Of course this asset value recovery runs the risk of creating a new bubble – but this will be tomorrow's worry. The current government and the Fed’s policy is to push problems out into the future.

Until then - you heard Bernanke – he will be as bold as he needs to be to make things happen. I will take him at his word.

Manufacturing and Business

The advance report for durable goods for July 2009 is terrible. I know this runs contrary to the headlines which screamed new orders were up 4.9%. The headlines are based on a portion of the seasonally adjusted data.

This is advance information based on polling. Also, this report is for July and we are at the end of August. There are indications the data will improve in August.

Seasonally adjusted data at the end of a recession is probably sending you the wrong message as the normal buying patterns have been disrupted. And non-seasonally adjusted data is too volatile to analyze. But if you stand back and look at the data the real situation manufacturers are faced with is obvious.

Manufacturing in the Midwest rose 2.6% in July 2009. Before you break out the Champagne, it was due to the automakers coming back to work – all the other sectors are still declining. And the auto sector is only producing 50% of their 2002 output. There really is no good news.

Preliminary 2Q 2009 GDP (called second estimate) remain unchanged at negative one percent (-1%) from the advance data released last month. I will provide a more thorough review of this data in the next few days.

In the same report, Profits from current production (corporate profits with inventory valuation and capital consumption adjustments) increased $67.6 billion in the second quarter, compared with an increase of $59.1 billion in the first quarter. Current-production cash flow (net cash flow with inventory valuation adjustment) -- the internal funds available to corporations for investment -- decreased $26.9 billion in the second quarter, in contrast to an increase of $16.2 billion in the first.

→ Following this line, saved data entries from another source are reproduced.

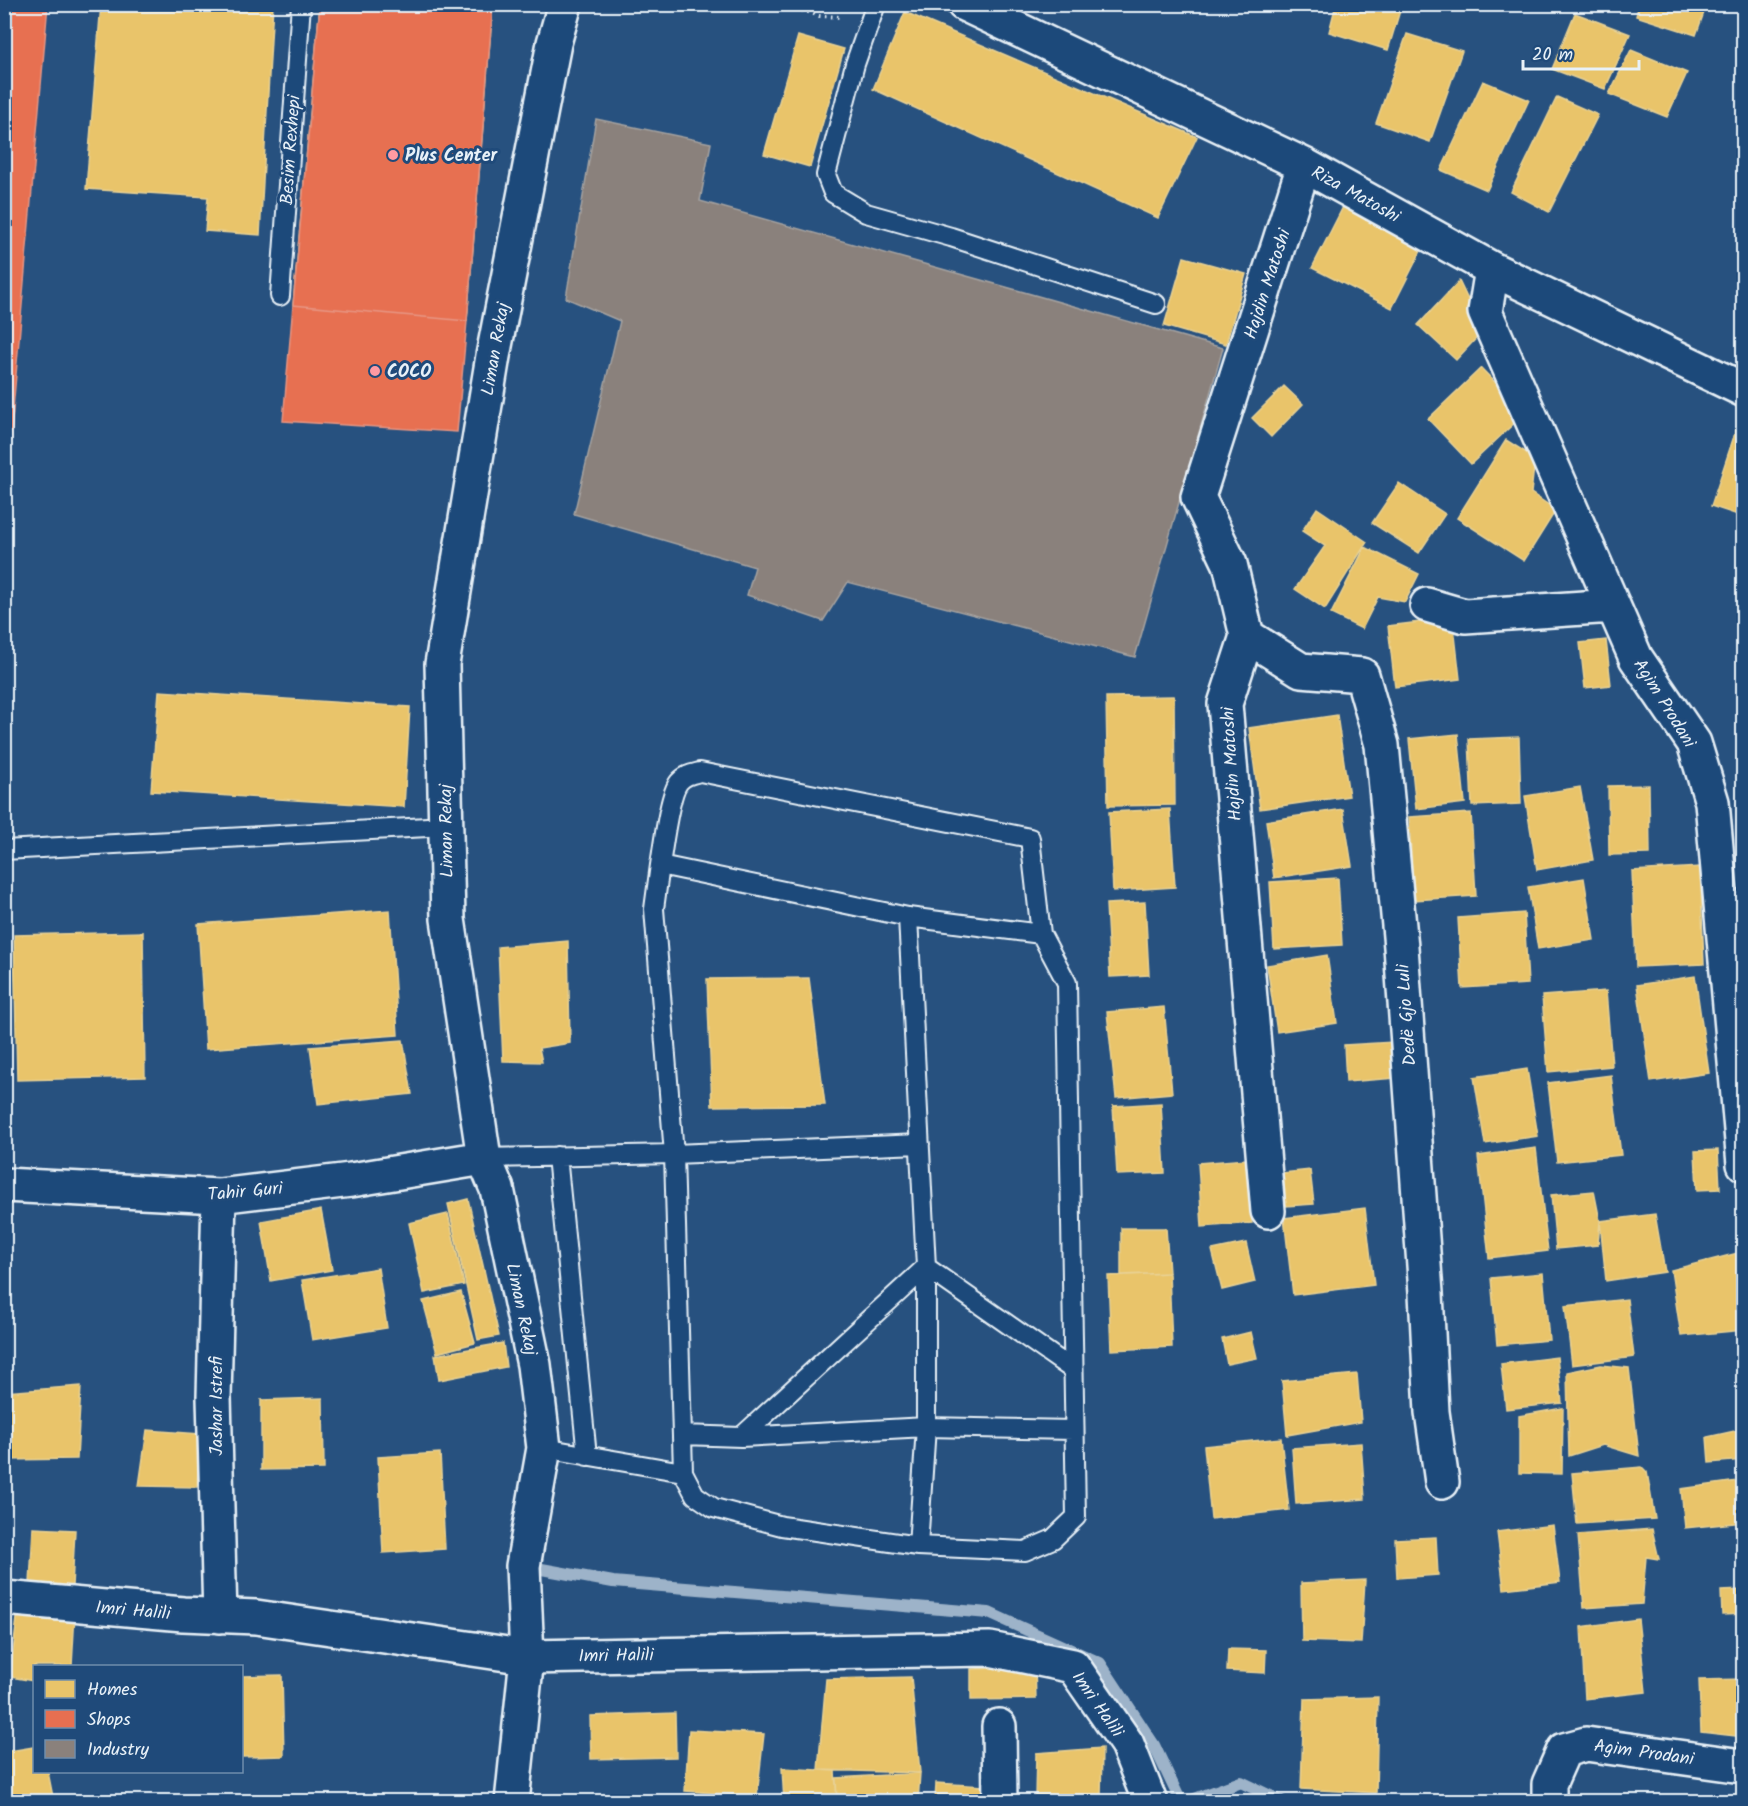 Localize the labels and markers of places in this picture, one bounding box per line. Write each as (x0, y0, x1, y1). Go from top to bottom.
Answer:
place label: Plus Center (405, 142, 499, 171)
marker: Plus Center (386, 148, 400, 162)
place label: COCO (387, 358, 432, 387)
marker: COCO (368, 364, 382, 378)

According to the Chicago Fed, the national economy remained in recession territory in July 2009. Of the four broad categories in the index (1- production and income; 2 - employment, unemployment, and hours; 3 - personal consumption and housing; and 4 - sales, orders, and inventories), three were less bad and one improved.

Since the creation of the index in 1969, recovery of the CFNAI-MA3 index to -0.7 has correlated to the recessions end. The index currently stands at -0.69.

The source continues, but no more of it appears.